Exercise input:

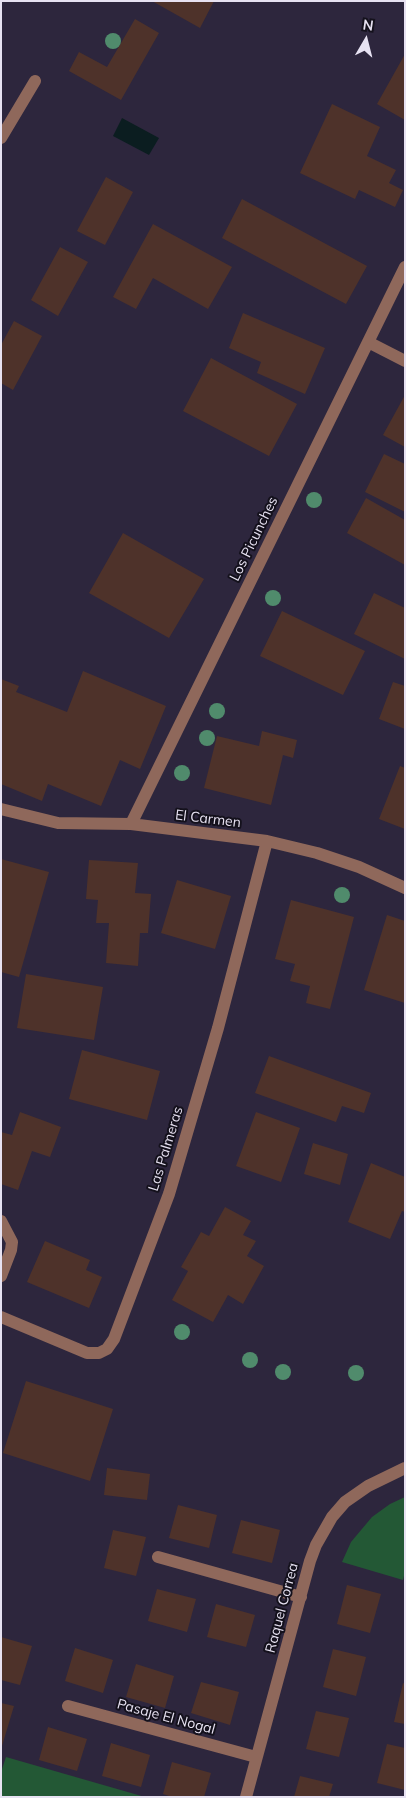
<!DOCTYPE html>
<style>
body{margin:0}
#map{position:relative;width:406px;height:1798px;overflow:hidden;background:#2d263d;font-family:Mulish,sans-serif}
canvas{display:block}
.frame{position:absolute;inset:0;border:2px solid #e7e2f2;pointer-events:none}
.north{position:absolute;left:341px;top:15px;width:50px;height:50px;-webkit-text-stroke:4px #14111c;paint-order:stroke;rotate:8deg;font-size:14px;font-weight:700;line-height:20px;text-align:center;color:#e7e2f2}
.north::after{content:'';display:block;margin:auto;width:18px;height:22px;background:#e7e2f2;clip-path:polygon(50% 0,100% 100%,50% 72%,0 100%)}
</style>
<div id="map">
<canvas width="406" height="1798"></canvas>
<div class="frame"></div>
<div class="north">N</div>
</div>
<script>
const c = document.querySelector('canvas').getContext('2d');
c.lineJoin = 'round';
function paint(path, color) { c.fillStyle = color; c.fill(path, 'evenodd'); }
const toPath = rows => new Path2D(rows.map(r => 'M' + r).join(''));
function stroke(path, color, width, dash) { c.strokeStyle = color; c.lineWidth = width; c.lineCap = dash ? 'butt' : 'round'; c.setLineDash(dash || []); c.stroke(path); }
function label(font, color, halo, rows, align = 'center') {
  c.font = font + ' Mulish,sans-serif'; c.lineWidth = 4; c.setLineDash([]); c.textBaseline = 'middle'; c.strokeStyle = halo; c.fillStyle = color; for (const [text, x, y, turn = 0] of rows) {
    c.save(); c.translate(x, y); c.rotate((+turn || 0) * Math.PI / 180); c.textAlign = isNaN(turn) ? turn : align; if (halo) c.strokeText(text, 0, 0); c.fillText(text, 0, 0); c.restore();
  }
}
paint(toPath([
 [405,1497,405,1572,403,1580,342,1562,351,1542,372,1517,390,1504],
 [6,1757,145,1797,1,1797,1,1772]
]), '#235835');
paint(toPath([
 [122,118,159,138,149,155,113,136]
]), '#0b1d20');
paint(toPath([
 [152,1,214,1,200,28],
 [135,19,159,33,121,100,69,71,79,52,107,67],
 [405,54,405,120,377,104],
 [332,104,380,127,367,156,396,170,389,183,403,190,395,207,359,190,355,199,300,173],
 [106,177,133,192,105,245,77,231],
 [242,199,367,266,346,304,222,238],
 [153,224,232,267,208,309,153,278,136,309,113,297],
 [60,247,88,262,58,316,31,300],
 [243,313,325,348,305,394,257,373,261,362,229,348],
 [14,321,42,336,13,390,1,383,1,345],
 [211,358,297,404,269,456,183,411],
 [405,395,405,447,383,435],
 [384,454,405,464,405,512,365,492],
 [366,498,405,520,405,565,347,533],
 [123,533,204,579,169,638,89,593],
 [374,593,405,608,405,659,354,634],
 [282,611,365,651,343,695,260,656],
 [83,671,166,706,140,769,120,760,101,806,48,784,42,801,1,784,1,679,19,686,16,692,67,712],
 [393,682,405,686,405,729,379,719],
 [262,731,297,740,293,758,283,755,271,805,204,788,217,736,259,746],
 [400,766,405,768,405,829,379,819],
 [1,859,49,872,19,977,1,972],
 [89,860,138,863,135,893,151,894,148,933,140,933,138,966,106,963,109,923,96,923,98,900,86,899],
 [177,880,231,896,215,949,161,933],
 [291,900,354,917,330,1009,306,1003,310,986,290,981,295,964,275,959],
 [387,915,405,921,405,1003,364,990],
 [26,974,103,987,94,1040,17,1028],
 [82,1050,160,1071,147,1120,69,1099],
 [269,1056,371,1093,364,1113,342,1106,336,1122,255,1093],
 [20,1112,61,1127,50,1157,32,1151,18,1190,1,1184,1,1132,12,1135],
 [256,1112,300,1128,281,1182,236,1166],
 [313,1143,348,1154,340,1185,304,1174],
 [371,1163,405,1177,405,1212,402,1211,390,1239,348,1222],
 [225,1207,251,1221,243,1235,256,1241,247,1256,264,1266,243,1304,228,1295,213,1322,172,1300,188,1271,181,1267,201,1232,209,1236],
 [45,1241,90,1260,86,1270,102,1277,89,1308,27,1282],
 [26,1381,113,1409,90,1481,3,1453],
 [107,1468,150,1474,147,1500,104,1495],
 [178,1505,217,1515,209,1548,169,1538],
 [241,1520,280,1530,272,1563,232,1553],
 [113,1530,146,1537,136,1576,104,1568],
 [347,1585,381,1594,370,1633,337,1624],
 [157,1589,196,1599,187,1632,148,1621],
 [216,1604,255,1615,246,1647,207,1637],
 [1,1637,32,1646,20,1685,1,1680],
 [75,1648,113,1660,103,1693,65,1681],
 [333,1649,366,1657,356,1696,323,1687],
 [136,1664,174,1676,165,1708,126,1697],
 [201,1682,239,1692,230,1725,191,1713],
 [403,1683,405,1684,405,1724,394,1722],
 [1,1703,14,1706,2,1746,1,1746],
 [316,1711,349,1718,339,1757,306,1749],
 [48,1727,87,1739,77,1771,39,1760],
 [111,1743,150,1755,141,1787,102,1776],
 [387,1744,405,1748,405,1790,377,1783],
 [172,1762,211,1773,204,1797,172,1797,163,1794],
 [300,1776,333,1784,329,1797,294,1797]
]), '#4e322a');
stroke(toPath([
 [1,138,35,81],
 [368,342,405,361],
 [1,809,58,823,131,824,267,841,317,853,359,867,405,888],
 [131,824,405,267],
 [1,1221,12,1242,11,1250,1,1276],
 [1,1317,87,1353,99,1353,107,1349,114,1339,169,1194,218,1028,267,841],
 [158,1557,301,1597],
 [68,1706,256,1757],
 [246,1797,310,1561,316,1545,332,1517,345,1502,368,1486,405,1468]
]), '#8f685b', 12);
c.fillStyle = '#508b6c';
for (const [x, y] of [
 [113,41],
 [314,500],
 [273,598],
 [217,711],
 [207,738],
 [182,773],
 [342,895],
 [182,1332],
 [250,1360],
 [283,1372],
 [356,1373]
]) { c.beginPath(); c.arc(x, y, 8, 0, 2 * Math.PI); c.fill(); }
label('14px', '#e7e2f2', '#14111c', [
 ["Los Picunches",254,539,-64],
 ["El Carmen",208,819,7],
 ["Las Palmeras",166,1149,-73],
 ["Raquel Correa",282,1608,-75],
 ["Pasaje El Nogal",166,1717,15]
]);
</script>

What is being asked:
Going through the listing above line by line, tally those containing "canvas" and state only the total.

Answer area:
3